GIVEN RECORDS section start
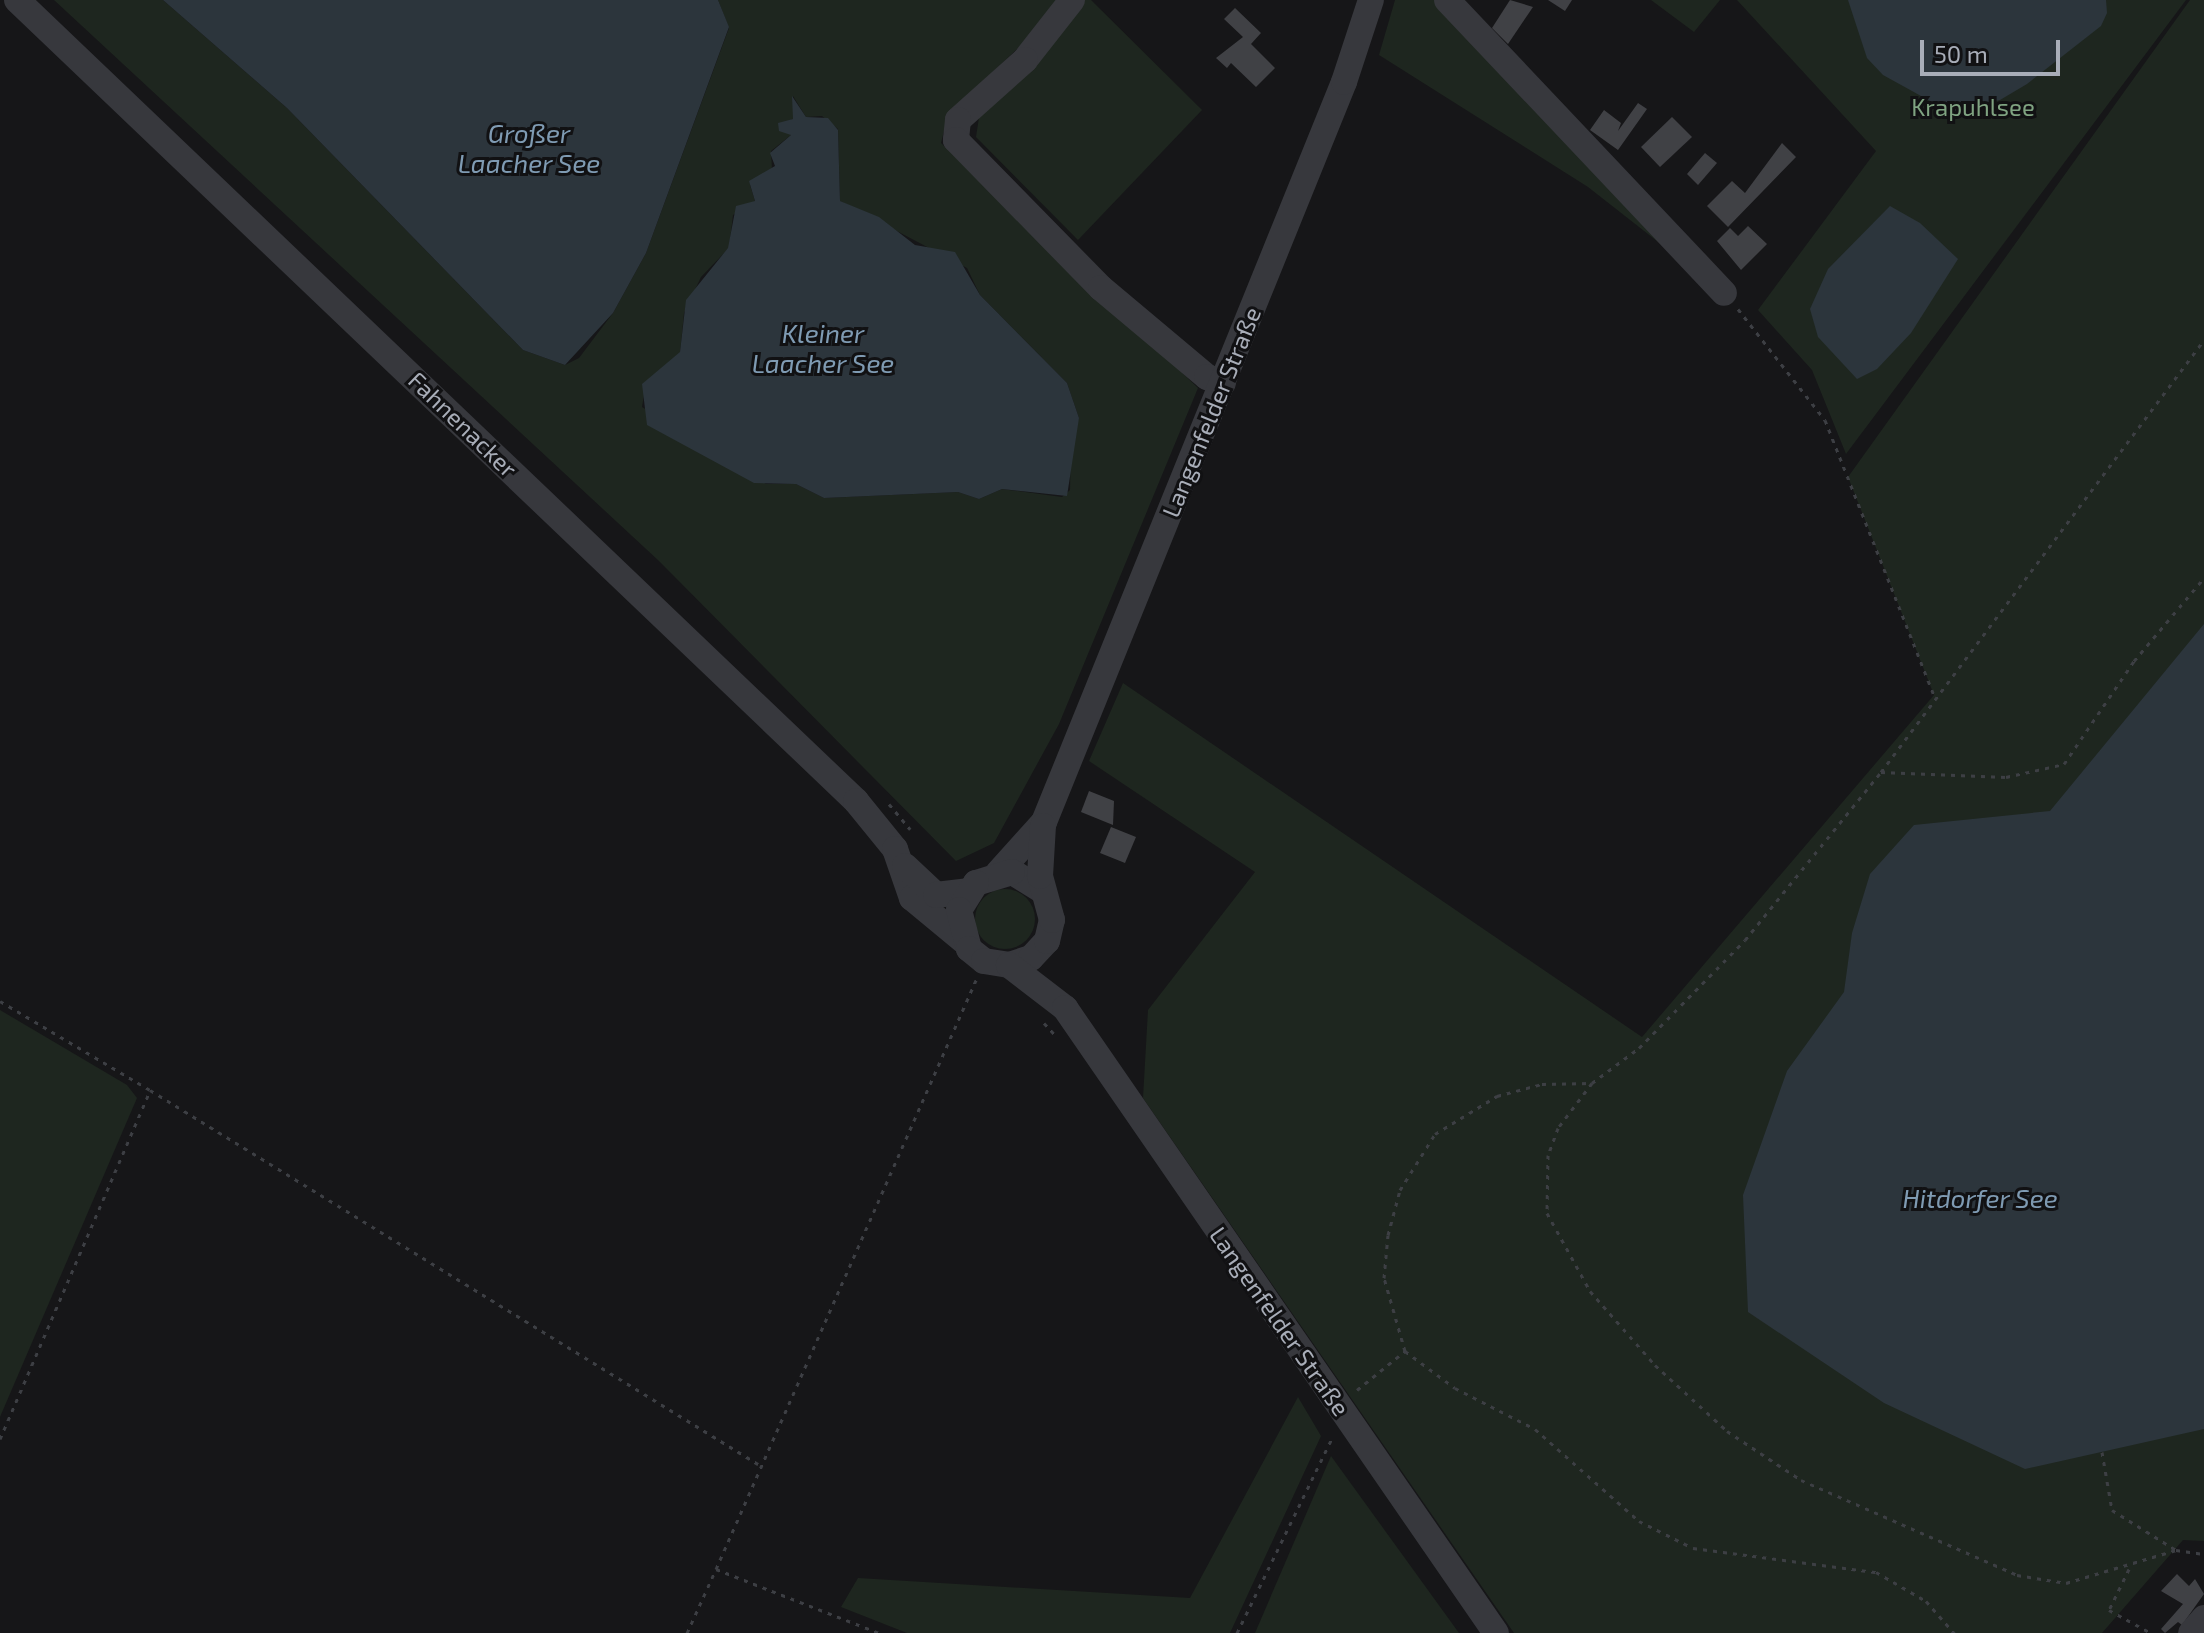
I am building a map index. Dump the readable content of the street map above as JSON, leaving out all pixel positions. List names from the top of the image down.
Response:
GIVEN RECORDS section end
GIVEN RECORDS section start
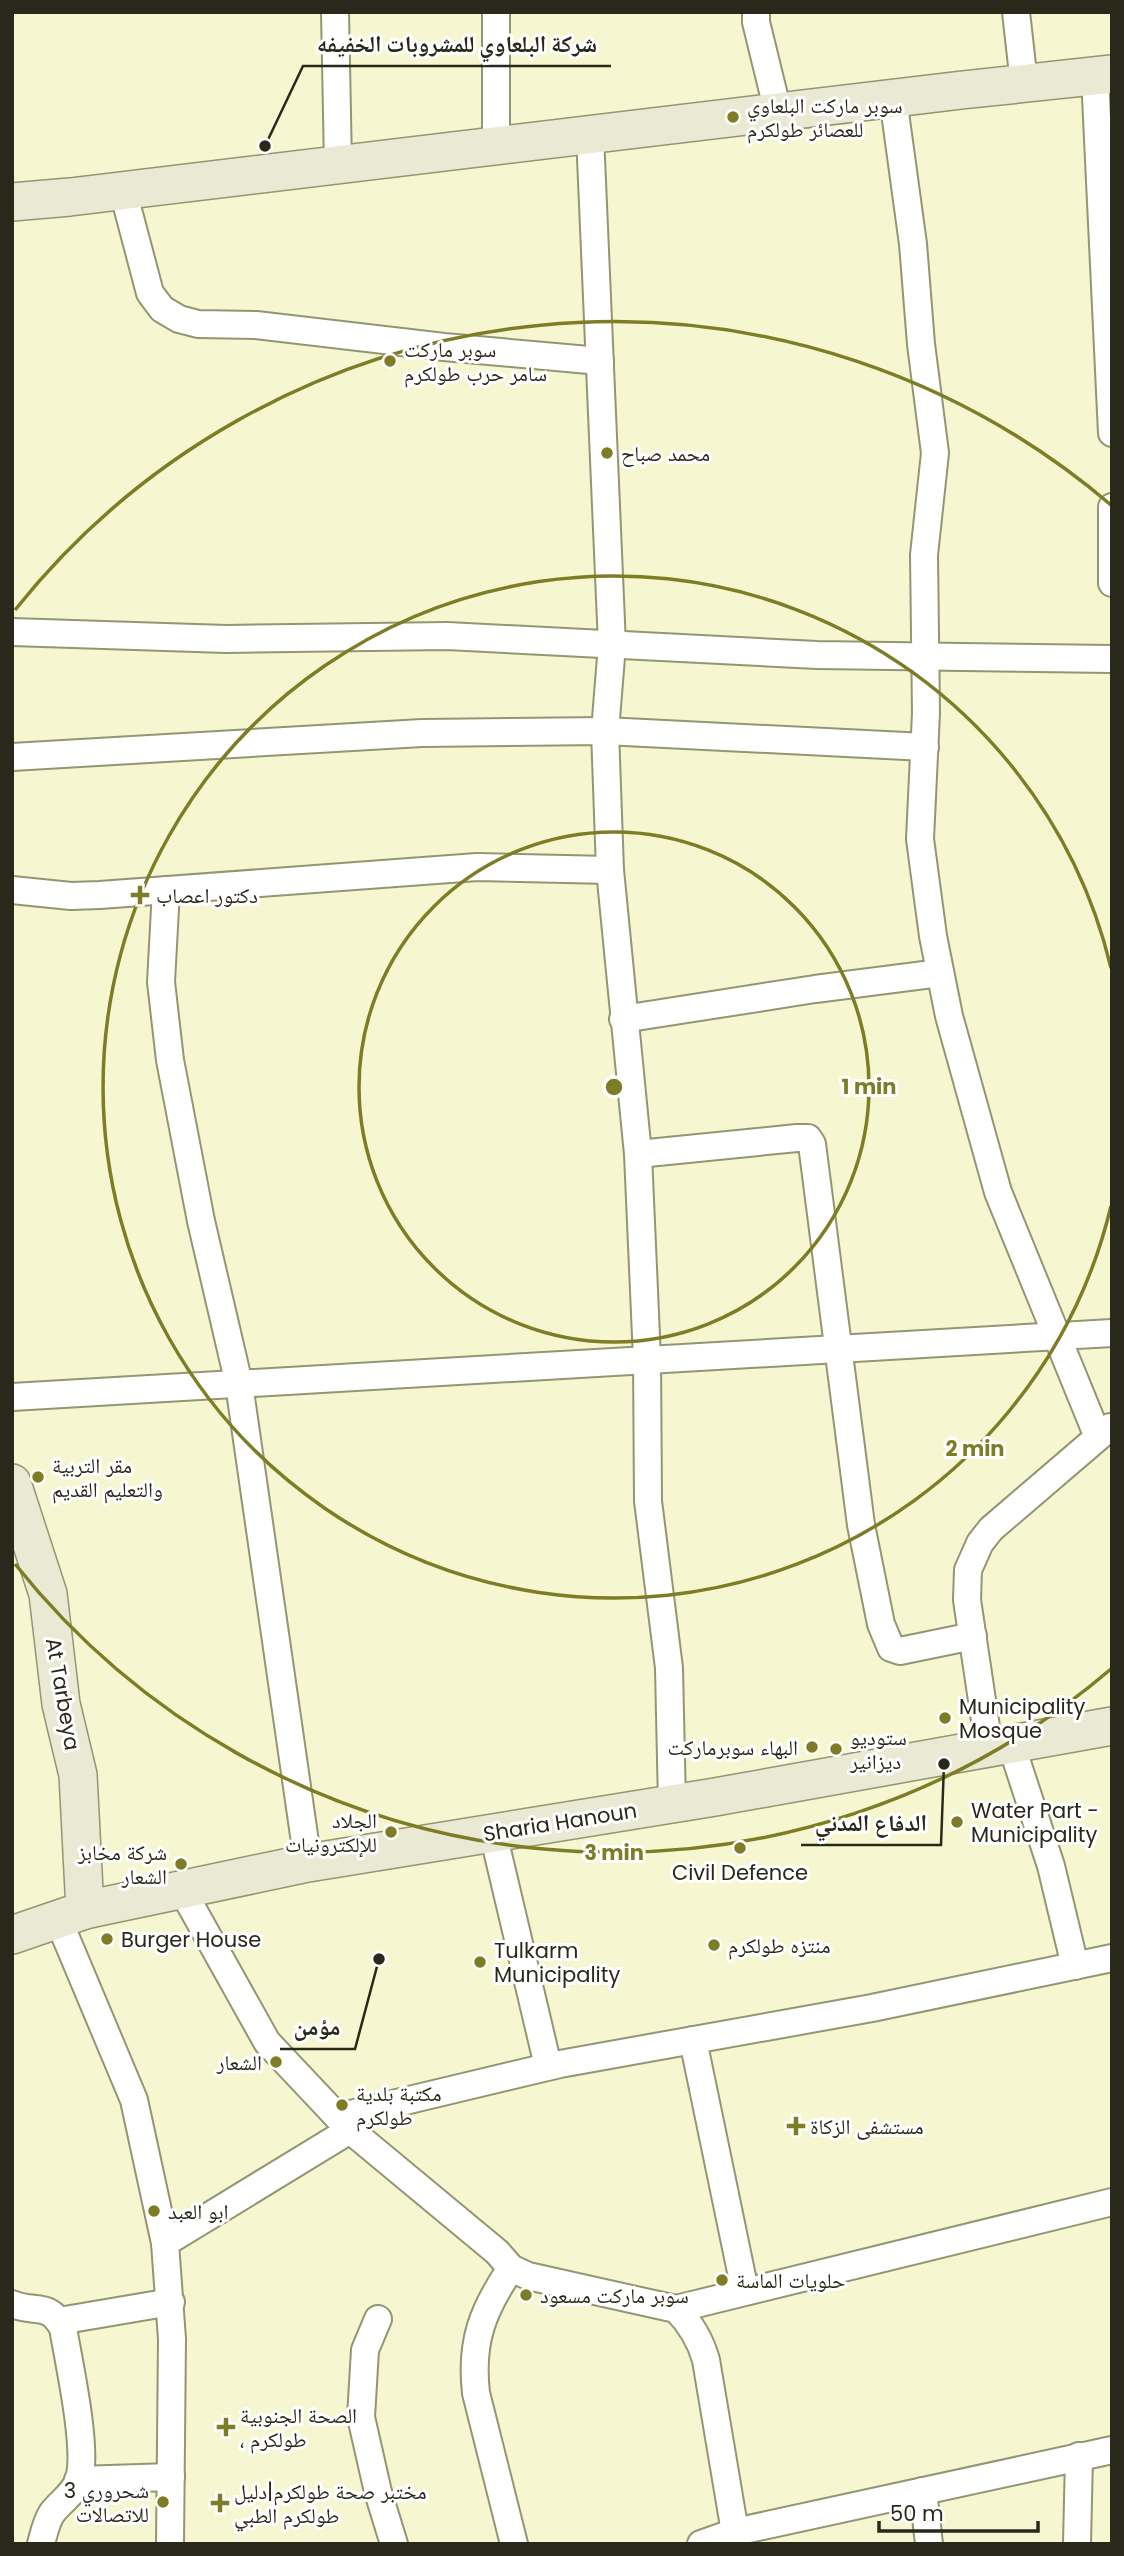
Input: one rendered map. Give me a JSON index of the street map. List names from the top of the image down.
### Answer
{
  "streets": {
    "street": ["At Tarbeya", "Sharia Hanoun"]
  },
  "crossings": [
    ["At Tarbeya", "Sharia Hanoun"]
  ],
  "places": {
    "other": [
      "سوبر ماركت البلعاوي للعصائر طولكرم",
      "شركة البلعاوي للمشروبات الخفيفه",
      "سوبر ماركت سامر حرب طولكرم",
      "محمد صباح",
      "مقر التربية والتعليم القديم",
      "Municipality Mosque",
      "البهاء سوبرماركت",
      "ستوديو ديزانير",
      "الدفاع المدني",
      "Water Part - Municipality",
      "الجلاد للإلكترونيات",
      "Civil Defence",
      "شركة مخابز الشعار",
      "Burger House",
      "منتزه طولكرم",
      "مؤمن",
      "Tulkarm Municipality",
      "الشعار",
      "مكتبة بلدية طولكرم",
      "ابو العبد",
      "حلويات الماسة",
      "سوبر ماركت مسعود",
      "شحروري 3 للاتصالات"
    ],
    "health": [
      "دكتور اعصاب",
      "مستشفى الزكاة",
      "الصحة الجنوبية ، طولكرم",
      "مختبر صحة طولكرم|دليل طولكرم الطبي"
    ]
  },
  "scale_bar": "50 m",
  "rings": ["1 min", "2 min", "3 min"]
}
GIVEN RECORDS section end
GIVEN RECORDS section start
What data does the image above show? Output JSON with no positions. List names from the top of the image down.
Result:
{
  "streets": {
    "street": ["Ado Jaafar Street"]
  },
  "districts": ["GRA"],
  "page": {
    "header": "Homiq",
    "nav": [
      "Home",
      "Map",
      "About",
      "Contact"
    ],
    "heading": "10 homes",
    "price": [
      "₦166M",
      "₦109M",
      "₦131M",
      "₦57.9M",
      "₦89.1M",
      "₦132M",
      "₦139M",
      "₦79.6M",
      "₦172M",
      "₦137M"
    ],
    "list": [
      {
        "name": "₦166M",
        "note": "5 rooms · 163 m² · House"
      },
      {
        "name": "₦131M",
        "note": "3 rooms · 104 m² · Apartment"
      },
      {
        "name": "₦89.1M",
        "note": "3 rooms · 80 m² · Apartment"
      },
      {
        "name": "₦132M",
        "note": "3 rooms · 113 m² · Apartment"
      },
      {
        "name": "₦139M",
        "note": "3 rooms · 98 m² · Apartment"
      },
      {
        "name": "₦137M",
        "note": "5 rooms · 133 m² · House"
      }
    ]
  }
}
GIVEN RECORDS section end
> WORK TO COMPLETE: From the entries above, show each line that includes the string "positions".

> RESPONSE FOR THIS EXERCISE:
I am building a map index. Dump the readable content of the street map above as JSON, leaving out all pixel positions. List names from the top of the image down.
What data does the image above show? Output JSON with no positions. List names from the top of the image down.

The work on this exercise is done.